Research

(Joint with Sweder van Wijnbergen, 2023. CEPR Discussion Paper.)

We calculate the social cost of carbon (SCC) under stochastic climate volatility resulting from uncertainty about future climate risk regimes where weather extremes are becoming more frequent and intense. Using a stochastic dynamic integrated climate-economy model where representative agents are endowed with Duffie-Epstein recursive preferences, we find that climate volatility risks substantially increase the SCC both in the business-as-usual and optimal abatement policy scenario. We also show that switching to a regime with more intense disasters increases the SCC more than a switch to a regime with more frequent disasters for equal expected value. Overall we show that stochastic volatility has a major impact on the SCC.

Carbon Price under the Tipping Risk of Greenland Ice Sheet and Thawing Permafrost

We study the impact of tipping in the Greenland Ice Sheet (GIS) and permafrost, as well as their interactions, on the Social Cost of Carbon (SCC), optimal emission abatement policy, temperature and climate damage to global GDP. By incorporating reduced-form models of both tipping points into a stochastic dynamic integrated climate-economy model, we find that both tipping points can significantly affect future climate conditions when emission abatement and climate mitigation policies are absent. In the short term, thawing permafrost leads to larger climate damages and SCC estimations, largely through the permafrost methane emissions. Melting GIS alone does not increase the SCC much, but its impact can be significantly amplified jointly with the thawing permafrost. With stringent abatement policies, the estimations of future climate damages and the SCC will be greatly reduced. Accounting for thawing permafrost in the policy analysis will lead to more stringent abatement policies than the melting GIS.

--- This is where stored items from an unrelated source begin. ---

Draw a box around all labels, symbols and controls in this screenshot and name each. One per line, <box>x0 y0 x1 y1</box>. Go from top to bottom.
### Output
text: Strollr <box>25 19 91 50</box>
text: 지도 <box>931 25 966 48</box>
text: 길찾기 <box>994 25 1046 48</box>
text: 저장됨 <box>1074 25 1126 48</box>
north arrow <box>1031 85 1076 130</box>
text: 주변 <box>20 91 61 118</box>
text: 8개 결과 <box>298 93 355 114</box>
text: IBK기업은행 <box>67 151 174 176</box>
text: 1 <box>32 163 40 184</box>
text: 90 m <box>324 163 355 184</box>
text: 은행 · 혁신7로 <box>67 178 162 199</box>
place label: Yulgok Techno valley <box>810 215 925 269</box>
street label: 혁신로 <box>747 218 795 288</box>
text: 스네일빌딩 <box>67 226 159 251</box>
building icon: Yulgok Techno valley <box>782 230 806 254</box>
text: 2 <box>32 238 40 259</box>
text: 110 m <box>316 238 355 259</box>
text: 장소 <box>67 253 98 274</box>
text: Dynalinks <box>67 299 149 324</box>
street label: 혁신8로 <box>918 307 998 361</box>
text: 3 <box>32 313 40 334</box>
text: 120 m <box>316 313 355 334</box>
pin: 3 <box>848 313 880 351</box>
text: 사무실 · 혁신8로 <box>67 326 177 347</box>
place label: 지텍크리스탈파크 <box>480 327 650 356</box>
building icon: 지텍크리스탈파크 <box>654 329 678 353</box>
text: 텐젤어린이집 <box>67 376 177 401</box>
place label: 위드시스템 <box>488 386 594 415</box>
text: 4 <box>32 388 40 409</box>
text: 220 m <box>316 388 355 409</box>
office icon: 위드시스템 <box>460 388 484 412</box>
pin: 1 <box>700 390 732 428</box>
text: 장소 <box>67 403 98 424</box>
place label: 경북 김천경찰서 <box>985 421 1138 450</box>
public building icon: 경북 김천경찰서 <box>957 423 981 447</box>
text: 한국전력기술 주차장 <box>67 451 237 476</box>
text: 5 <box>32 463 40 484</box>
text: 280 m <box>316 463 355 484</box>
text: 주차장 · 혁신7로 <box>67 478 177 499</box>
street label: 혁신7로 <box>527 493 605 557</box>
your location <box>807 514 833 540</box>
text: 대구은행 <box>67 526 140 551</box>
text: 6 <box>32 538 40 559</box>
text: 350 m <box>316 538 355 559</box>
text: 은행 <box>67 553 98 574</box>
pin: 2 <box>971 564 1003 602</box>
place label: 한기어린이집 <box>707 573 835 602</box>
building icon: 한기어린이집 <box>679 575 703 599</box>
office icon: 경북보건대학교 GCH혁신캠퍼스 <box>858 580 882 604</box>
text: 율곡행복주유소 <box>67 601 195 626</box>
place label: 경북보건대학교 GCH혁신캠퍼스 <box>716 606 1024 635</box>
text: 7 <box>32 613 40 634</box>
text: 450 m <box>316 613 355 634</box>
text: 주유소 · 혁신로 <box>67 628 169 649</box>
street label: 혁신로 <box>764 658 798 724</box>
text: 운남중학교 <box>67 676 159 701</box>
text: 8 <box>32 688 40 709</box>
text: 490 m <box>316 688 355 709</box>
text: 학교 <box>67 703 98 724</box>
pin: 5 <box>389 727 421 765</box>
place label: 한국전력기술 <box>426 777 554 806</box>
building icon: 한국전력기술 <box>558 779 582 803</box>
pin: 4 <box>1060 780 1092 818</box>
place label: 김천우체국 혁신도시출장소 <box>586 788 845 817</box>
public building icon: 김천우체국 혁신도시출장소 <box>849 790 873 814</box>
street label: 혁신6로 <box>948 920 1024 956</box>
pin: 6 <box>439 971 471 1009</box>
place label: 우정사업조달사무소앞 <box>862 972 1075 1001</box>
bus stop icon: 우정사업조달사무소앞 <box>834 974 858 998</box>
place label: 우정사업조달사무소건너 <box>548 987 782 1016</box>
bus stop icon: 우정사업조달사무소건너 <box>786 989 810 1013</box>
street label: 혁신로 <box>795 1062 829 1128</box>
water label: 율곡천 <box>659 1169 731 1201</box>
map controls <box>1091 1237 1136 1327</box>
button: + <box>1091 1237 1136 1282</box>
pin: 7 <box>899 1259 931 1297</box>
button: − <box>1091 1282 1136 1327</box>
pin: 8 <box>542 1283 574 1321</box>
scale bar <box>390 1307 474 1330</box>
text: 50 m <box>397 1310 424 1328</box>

Between Scylla and Charybdis: on Lockdowns, Laissez Faire Strategies and Pandemics

We construct a behavioral SEIRS (BSEIRS) epidemic model to simulate the COVID-19 pandemic, and evaluate the effectiveness of different lockdown policies under uncertainty about vaccines. Our BSEIRS model has three new features: (i) a micro-founded theory of people's behavioral response to fear of contagion, (ii) Bayesian learning about the COVID-19 mortality rate, and (iii) the possibility of reinfection, all contributing to a better fit of the pandemic data. We highlight that lockdowns confer a real option value with uncertain exercise timing in the presence of uncertainty about vaccine effectiveness: Before an effective vaccine becomes available, lockdown is the only way to decelerate the spread of virus which in turn will give more people access to potentially benefit from a future vaccine. Stricter lockdown policies grant more people this real option of getting vaccinated before being infected once the vaccine arrives, and thus lead to a lower mortality rate. The real option value makes up a large proportion of the total health benefit from lockdowns, but has not been extensively discussed in the literature.